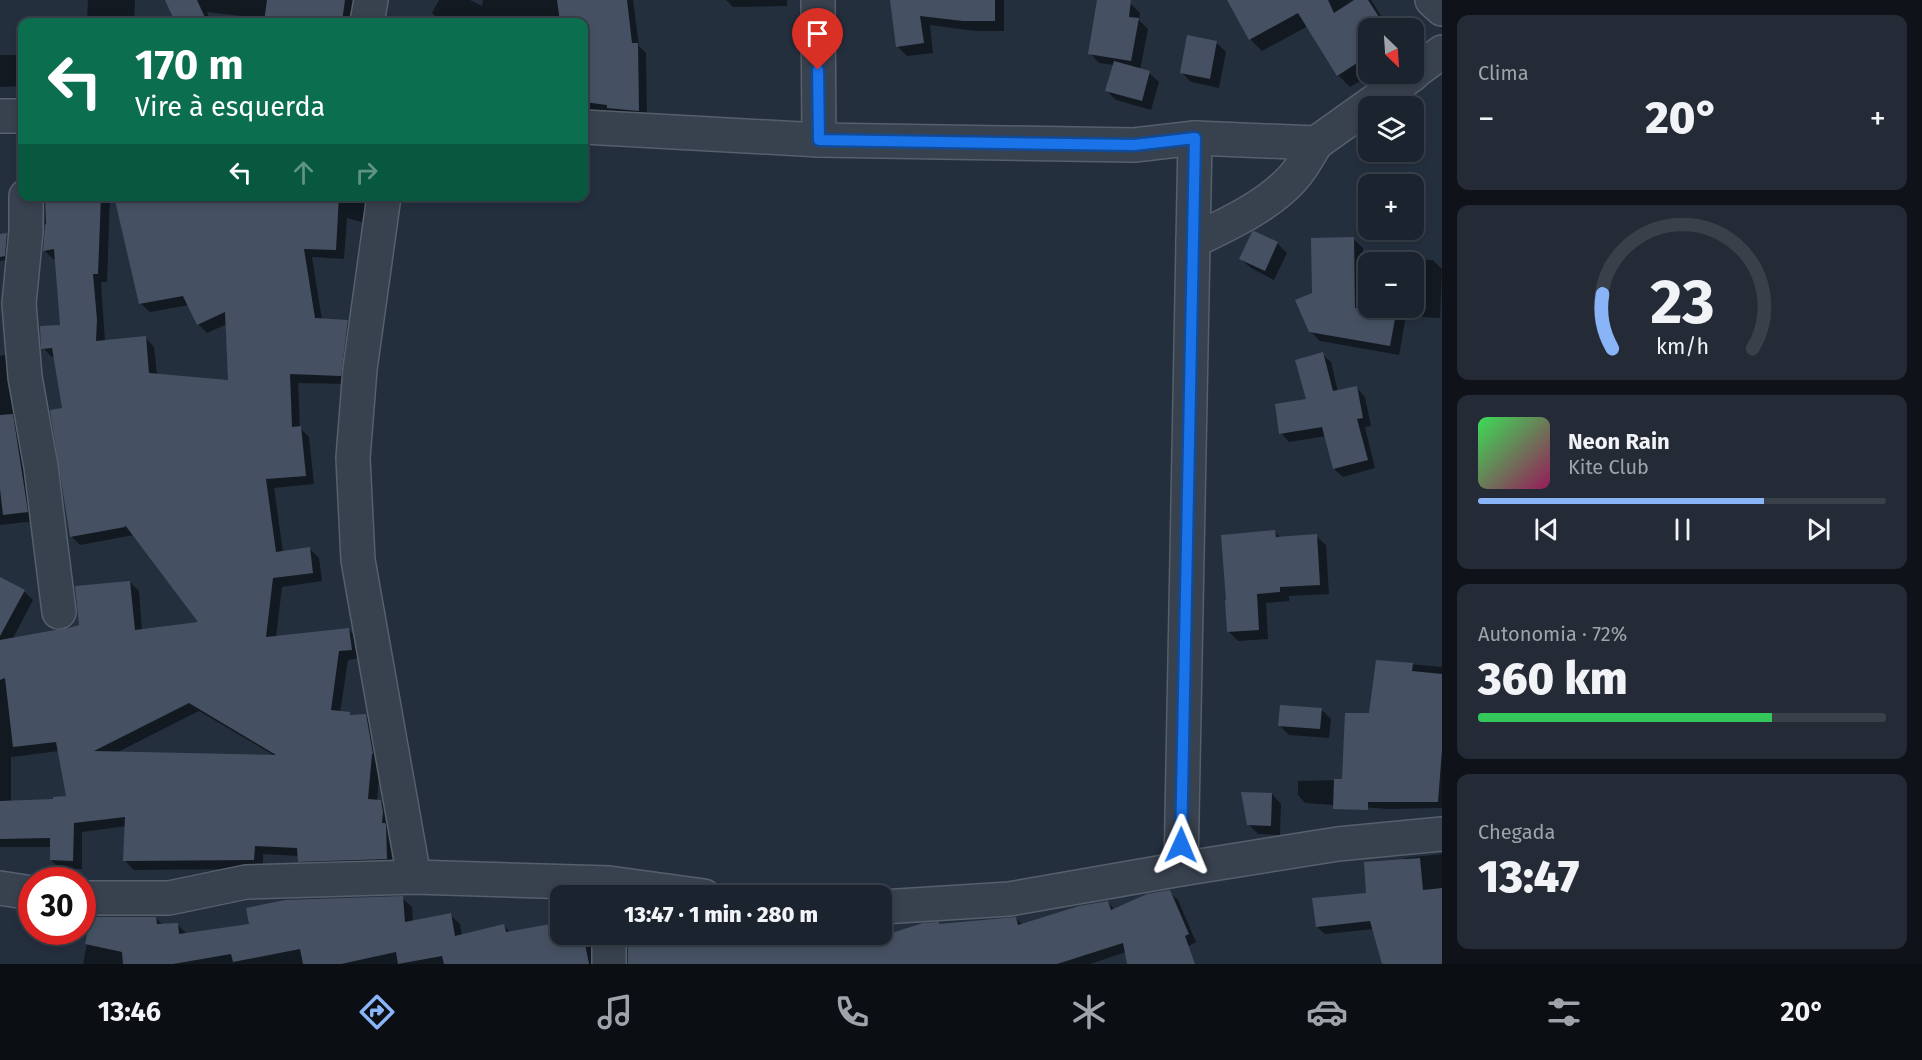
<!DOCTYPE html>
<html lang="pt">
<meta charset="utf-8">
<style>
:root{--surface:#1b232e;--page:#242b36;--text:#f1f3f6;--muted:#a0a4aa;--line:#39404a;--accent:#8ab4f8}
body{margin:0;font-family:"Fira Sans",sans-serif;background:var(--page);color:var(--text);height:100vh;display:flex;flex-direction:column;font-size:22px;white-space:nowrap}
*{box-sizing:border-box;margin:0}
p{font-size:20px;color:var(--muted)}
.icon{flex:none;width:33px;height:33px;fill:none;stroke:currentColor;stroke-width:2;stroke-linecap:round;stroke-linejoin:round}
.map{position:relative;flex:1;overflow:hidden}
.details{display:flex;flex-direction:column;gap:15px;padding:15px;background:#0f1319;width:480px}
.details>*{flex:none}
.top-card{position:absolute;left:18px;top:18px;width:570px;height:183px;border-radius:12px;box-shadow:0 3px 9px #0003,0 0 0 2px var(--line);background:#0b6e4f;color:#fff;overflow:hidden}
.needle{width:39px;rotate:155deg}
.buttons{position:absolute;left:1358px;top:18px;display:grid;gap:12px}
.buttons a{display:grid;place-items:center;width:66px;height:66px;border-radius:12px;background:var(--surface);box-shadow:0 3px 9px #0003,0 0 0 2px var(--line);font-size:30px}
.speed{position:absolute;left:18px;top:867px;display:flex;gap:12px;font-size:30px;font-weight:700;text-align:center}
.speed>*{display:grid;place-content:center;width:78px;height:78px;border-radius:50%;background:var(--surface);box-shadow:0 3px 9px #0003,0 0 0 2px var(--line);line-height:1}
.speed .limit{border:9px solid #d22;background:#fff;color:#111}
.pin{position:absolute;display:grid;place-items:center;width:51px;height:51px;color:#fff;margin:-62px -26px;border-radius:50% 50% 50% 0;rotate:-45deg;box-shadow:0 0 6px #0007}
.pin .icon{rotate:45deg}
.me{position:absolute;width:66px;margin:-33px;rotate:1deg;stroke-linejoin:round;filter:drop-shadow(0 0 4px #0008)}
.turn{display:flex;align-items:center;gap:21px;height:126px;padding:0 18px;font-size:27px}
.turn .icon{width:78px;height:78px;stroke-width:2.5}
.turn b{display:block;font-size:42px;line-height:51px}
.lanes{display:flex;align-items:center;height:57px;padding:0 18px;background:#0003;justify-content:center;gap:30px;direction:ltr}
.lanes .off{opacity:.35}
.big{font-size:45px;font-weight:800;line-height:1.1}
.details .card{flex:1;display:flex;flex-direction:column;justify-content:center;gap:9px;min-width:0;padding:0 21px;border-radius:12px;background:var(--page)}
.details .dial{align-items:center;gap:0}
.dial svg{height:156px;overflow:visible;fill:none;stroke:var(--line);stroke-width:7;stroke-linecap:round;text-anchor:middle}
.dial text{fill:var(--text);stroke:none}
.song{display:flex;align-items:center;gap:18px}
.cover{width:72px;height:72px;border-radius:9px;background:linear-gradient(135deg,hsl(130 70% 55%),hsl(330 70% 35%))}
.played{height:6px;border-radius:3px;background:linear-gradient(90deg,var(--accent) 70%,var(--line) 70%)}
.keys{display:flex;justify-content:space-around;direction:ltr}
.heat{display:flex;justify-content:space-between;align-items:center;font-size:33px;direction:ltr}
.charge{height:9px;border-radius:4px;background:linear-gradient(90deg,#34c759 72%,var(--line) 0)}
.trip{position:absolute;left:550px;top:885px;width:342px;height:60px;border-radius:12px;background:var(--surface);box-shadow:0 3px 9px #0003,0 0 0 2px var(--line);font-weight:800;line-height:60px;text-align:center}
.tabs{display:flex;height:96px;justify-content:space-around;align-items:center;background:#0b0e12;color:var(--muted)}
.tabs .icon{width:42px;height:42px}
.tabs .on{color:var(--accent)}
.tabs b{font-size:27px;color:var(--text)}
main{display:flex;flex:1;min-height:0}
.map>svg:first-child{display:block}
.shadow{fill:#0007;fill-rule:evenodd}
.building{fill:#455162;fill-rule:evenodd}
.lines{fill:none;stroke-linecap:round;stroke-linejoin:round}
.minor-casing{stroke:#565f6c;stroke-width:36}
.minor{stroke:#38414e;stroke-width:33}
.route-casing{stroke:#114b97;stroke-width:15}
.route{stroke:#1a73e8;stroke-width:10}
</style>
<main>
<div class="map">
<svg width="1442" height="964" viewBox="0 0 1442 964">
<rect width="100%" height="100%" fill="#242f3e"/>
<g class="shadow">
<polygon points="88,0 135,0 134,22 87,22"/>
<polygon points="167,0 362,0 358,22 266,22 266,19 207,12 211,22 176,22"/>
<polygon points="439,0 470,0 482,6 483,0 633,0 639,46 646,53 647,119 617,116 613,112 584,109 584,22 442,22 432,13"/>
<polygon points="726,0 787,0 787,6 733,7"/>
<polygon points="891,0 1004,0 1004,31 975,31 930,25 933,53 907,56 897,46"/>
<polygon points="1099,0 1130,3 1140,13 1139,20 1148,29 1140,70 1149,73 1159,82 1151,110 1116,100 1107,91 1114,65 1099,63 1090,53"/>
<polygon points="1233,0 1371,0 1389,28 1368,28 1368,74 1372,74 1350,87 1338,75 1308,26 1262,51 1250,39"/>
<polygon points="1217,43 1226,52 1219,88 1191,82 1182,73"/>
<polygon points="0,55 22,55 22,86 0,87"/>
<path d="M46,196H110L107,282H101L105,342L145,337L154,347L157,375L230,382L227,324L207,333L198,324L189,305L150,312L140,303L116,196H371L365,223L347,218L344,259L312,257L322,320L347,321L356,330L349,384L298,383L300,428L309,437L314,484L274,488L283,552L310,549L319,558L322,581L282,587L276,637L349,630L358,639L360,658L348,660L340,713H349L352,716H366L375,725L380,763L377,801H381L390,810L396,868L308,870L299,861V856L263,854V869L134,870L125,861L126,826L82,832V869H60L51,860V847H0V579L24,591L33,600L12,640L81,627L130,582L139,591L142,631L201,624L134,535L80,545L71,536L64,410L55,357H52L43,348L62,327L56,259H53L44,250ZM199,711L275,756L116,753ZM59,751L68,797L54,801L11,802V757Z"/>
<polygon points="6,235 11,239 9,260 0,261 0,236"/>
<path d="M1353,239L1363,248V256L1433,260L1442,269L1440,318L1406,316L1399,355L1320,341L1310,331L1313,294ZM1368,262H1413V308H1368Z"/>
<polygon points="1277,243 1287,253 1274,280 1251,268 1241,259"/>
<polygon points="1322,354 1331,362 1338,392 1357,388 1365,397 1371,426 1365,427 1375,468 1343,477 1334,469 1326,436 1289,442 1281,433 1308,400"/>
<polygon points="4,355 13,364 36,521 0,525 0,356"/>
<polygon points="1275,532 1281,538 1316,536 1326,545 1329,594 1289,596 1289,601 1266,603 1268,639 1238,641 1228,631"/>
<polygon points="1377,661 1442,667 1442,808 1389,809 1305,803 1298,795 1298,781 1343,780 1371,715"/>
<polygon points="1321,709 1331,719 1329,738 1289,735 1279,725"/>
<polygon points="1272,794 1281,804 1280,835 1258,834 1248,824"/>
<polygon points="1442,854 1442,964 1383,964 1374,929 1325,934 1317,927 1368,894 1404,860 1404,858"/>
<polygon points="1169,892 1178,900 1196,942 1157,964 1129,964 1126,952 1090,964 629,964 629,934 685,934 683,943 722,948 724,934 858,934 861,944 940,926 1016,918 1023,925 1108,902 1115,910"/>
<polygon points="402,898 412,907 413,922 450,915 460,924 462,936 504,926 511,933 561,923 561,934 590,934 596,964 83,964 92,918 156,918 163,925 177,924 188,935"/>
</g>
<g class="building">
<polygon points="165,0 197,0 207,22 175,22"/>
<polygon points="267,0 345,0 342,22 264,22"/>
<polygon points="557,0 627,0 632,43 638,43 639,111 607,108 607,105 584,102 584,22 560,22"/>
<polygon points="890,0 995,0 995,21 963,21 920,16 924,43 896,47"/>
<polygon points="1097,0 1131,0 1129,17 1139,18 1131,61 1088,54"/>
<polygon points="1227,0 1328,0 1334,13 1354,0 1368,0 1386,28 1368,28 1368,56 1337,76 1298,13 1249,40"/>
<polygon points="1187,35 1217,41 1210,79 1180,73"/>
<polygon points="1114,61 1150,71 1142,101 1105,91"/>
<path d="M45,196H101L98,274H93L97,320L96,341L146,336L149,373L228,380L225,312L197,325L183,296L139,304L114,196H339L336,250L304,249L315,318L348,320L341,376L290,374L292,427L301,426L306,476L266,479L276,552L310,547L313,573L273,578L266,637L349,628L352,650L339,651L331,710L350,712V715L366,714L373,754H372L368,799L381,800L383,812L382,823H385L386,825L387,859L298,862L297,848L255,846L254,860L123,861L125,817L74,823L73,861L50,860V838L0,839V801L53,799V797L66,796L56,742L13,747L5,678L0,680V640L55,630H62L79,625L75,586L130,581L135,630L198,622L125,525V527L70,537L50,410L62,408L52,348L41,349L40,326L60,325L54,249L43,251L45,225L46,224ZM189,703L276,755L94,751Z"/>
<polygon points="1254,231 1278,242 1265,271 1239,259 1252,232"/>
<polygon points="7,233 5,256 0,257 0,234"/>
<polygon points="1354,237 1355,308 1397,308 1390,346 1309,332 1295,300 1312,293 1311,238"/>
<polygon points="1323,352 1333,391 1357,386 1363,418 1357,419 1368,460 1333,469 1322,427 1279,434 1275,404 1306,399 1295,360"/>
<polygon points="13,414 28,512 3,515 0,489 0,415"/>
<polygon points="1275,530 1276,537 1317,534 1320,585 1280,587 1280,592 1257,594 1259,630 1227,632 1225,600 1226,600 1221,535"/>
<polygon points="0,577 25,590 0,636"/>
<polygon points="1376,660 1413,663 1412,671 1442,674 1442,750 1438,802 1368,802 1368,810 1333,809 1334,779 1342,779 1345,713 1369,713"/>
<polygon points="1280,705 1322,708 1320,729 1278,726"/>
<polygon points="1241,792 1272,793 1271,826 1247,825"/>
<polygon points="1420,858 1423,890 1442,888 1442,964 1382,964 1370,921 1316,927 1312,898 1366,893 1364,862"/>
<polygon points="1170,890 1189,934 1185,936 1195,964 1127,964 1123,943 1057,964 628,964 628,934 675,934 674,940 721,947 723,934 854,934 857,944 923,923 939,922 939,924 1016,917 1018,925 1079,906 1108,901 1111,910 1147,894"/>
<polygon points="403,896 405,922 451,913 455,936 504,924 506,932 561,922 561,934 583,934 589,964 444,964 442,956 398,964 396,952 341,964 303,964 300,949 233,962 231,954 173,964 123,964 122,952 85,944 91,917 156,917 157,924 178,923 179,934 249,924 246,908 285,900"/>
</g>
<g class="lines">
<g class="minor-casing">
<g id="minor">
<polyline points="818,0 819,140"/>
<polyline points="1432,0 1442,9"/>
<polyline points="367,22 371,0"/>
<polyline points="1413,73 1442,52"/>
<polyline points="0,116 22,116"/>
<polyline points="584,127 819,140 1134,145 1195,138 1316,143 1413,74"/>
<polyline points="26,196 26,231 19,304 25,377 41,467 59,612"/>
<polyline points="384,196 360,369 353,458 358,560 414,877"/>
<path d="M1193,241C1228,224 1266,207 1292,179C1302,168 1309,155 1316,143"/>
<polyline points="1181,869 1195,138"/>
<polyline points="0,888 32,893"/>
<polyline points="82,898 169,898 246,882 414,877 609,883 704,896"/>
<polyline points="882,907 1009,899 1181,869 1338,844 1442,834"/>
<polyline points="609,934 609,964"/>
</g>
</g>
<use href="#minor" class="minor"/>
</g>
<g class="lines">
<g class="route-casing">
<polyline id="route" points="818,70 819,140 1134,145 1195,138 1181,845"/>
</g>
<use href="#route" class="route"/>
</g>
</svg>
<div class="buttons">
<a><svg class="needle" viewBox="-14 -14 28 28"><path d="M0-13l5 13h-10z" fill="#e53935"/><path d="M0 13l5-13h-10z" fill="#a0a4aa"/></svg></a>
<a><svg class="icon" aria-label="layers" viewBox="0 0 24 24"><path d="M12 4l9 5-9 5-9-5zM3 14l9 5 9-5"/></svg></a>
<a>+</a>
<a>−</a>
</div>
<div class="speed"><div class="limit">30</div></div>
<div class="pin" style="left:818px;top:70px;background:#d93025"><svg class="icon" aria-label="arrive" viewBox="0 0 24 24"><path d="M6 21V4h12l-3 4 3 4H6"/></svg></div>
<svg class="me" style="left:1181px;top:845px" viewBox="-20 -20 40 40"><path d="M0-17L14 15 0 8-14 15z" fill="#1a73e8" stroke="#fff" stroke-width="4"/></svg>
<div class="trip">13:47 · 1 min · 280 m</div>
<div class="top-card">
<div class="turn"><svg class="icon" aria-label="left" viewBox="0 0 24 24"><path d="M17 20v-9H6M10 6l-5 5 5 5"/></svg><div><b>170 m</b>Vire à esquerda</div></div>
<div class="lanes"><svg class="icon" aria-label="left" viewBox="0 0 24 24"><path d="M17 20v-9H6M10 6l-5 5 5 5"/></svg><svg class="icon off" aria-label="ahead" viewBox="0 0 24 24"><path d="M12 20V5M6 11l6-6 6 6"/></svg><svg class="icon off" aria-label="right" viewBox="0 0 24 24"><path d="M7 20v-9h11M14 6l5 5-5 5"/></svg></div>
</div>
</div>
<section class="details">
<div class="card"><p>Clima</p>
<div class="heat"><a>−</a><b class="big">20°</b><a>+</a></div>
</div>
<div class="card dial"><svg viewBox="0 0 100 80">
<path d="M14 69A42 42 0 1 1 86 69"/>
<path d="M14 69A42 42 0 0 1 9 41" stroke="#8ab4f8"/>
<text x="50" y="56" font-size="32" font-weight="700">23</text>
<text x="50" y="72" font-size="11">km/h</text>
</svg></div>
<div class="card">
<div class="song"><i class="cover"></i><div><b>Neon Rain</b><p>Kite Club</p></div></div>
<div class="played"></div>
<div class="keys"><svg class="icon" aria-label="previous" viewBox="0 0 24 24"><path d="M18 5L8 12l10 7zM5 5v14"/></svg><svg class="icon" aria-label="pause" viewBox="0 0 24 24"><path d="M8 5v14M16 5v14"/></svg><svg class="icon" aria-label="next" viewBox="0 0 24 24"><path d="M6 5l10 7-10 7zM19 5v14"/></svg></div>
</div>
<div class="card"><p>Autonomia · 72%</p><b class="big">360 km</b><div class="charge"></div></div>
<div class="card"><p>Chegada</p><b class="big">13:47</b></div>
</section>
</main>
<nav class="tabs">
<b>13:46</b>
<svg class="icon on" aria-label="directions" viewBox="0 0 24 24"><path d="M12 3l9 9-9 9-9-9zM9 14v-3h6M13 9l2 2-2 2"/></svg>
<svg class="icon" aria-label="music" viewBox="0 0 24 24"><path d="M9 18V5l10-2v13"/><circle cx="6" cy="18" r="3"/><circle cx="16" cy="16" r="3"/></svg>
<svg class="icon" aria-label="phone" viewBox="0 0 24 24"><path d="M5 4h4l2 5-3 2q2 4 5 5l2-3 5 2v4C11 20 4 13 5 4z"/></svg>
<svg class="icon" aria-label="climate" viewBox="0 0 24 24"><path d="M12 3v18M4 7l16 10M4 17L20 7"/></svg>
<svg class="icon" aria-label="car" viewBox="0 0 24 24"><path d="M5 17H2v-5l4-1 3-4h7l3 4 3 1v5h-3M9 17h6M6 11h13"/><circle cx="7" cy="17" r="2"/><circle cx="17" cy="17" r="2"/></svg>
<svg class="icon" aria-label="filters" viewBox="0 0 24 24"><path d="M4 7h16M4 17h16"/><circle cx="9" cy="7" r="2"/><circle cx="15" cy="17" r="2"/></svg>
<b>20°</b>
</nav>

About this task: Take each line of the material that contains the word "grid" and list it.

Completed exercise:
.buttons{position:absolute;left:1358px;top:18px;display:grid;gap:12px}
.buttons a{display:grid;place-items:center;width:66px;height:66px;border-radius:12px;background:var(--surface);box-shadow:0 3px 9px #0003,0 0 0 2px var(--line);font-size:30px}
.speed>*{display:grid;place-content:center;width:78px;height:78px;border-radius:50%;background:var(--surface);box-shadow:0 3px 9px #0003,0 0 0 2px var(--line);line-height:1}
.pin{position:absolute;display:grid;place-items:center;width:51px;height:51px;color:#fff;margin:-62px -26px;border-radius:50% 50% 50% 0;rotate:-45deg;box-shadow:0 0 6px #0007}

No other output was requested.